**Entries provided**
□ □ □ □ □

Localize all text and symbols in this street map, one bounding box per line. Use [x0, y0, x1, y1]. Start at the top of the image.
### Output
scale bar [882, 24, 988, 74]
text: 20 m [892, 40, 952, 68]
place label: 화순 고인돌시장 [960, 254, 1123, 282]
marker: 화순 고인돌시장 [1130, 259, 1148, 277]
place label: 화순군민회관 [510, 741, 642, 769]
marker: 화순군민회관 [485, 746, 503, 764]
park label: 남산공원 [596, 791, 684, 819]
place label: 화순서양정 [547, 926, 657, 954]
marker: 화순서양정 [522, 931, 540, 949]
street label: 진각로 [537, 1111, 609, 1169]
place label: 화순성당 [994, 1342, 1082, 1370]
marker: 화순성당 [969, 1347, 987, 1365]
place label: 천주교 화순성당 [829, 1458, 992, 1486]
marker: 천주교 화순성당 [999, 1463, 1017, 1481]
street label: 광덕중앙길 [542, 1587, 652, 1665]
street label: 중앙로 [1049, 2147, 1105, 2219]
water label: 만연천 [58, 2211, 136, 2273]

□ □ □ □ □

**Work request**
Restate the records above in full, keeping each line exactly as it stands.

**Task output**
Localize all text and symbols in this street map, one bounding box per line. Use [x0, y0, x1, y1]. Start at the top of the image.
### Output
scale bar [882, 24, 988, 74]
text: 20 m [892, 40, 952, 68]
place label: 화순 고인돌시장 [960, 254, 1123, 282]
marker: 화순 고인돌시장 [1130, 259, 1148, 277]
place label: 화순군민회관 [510, 741, 642, 769]
marker: 화순군민회관 [485, 746, 503, 764]
park label: 남산공원 [596, 791, 684, 819]
place label: 화순서양정 [547, 926, 657, 954]
marker: 화순서양정 [522, 931, 540, 949]
street label: 진각로 [537, 1111, 609, 1169]
place label: 화순성당 [994, 1342, 1082, 1370]
marker: 화순성당 [969, 1347, 987, 1365]
place label: 천주교 화순성당 [829, 1458, 992, 1486]
marker: 천주교 화순성당 [999, 1463, 1017, 1481]
street label: 광덕중앙길 [542, 1587, 652, 1665]
street label: 중앙로 [1049, 2147, 1105, 2219]
water label: 만연천 [58, 2211, 136, 2273]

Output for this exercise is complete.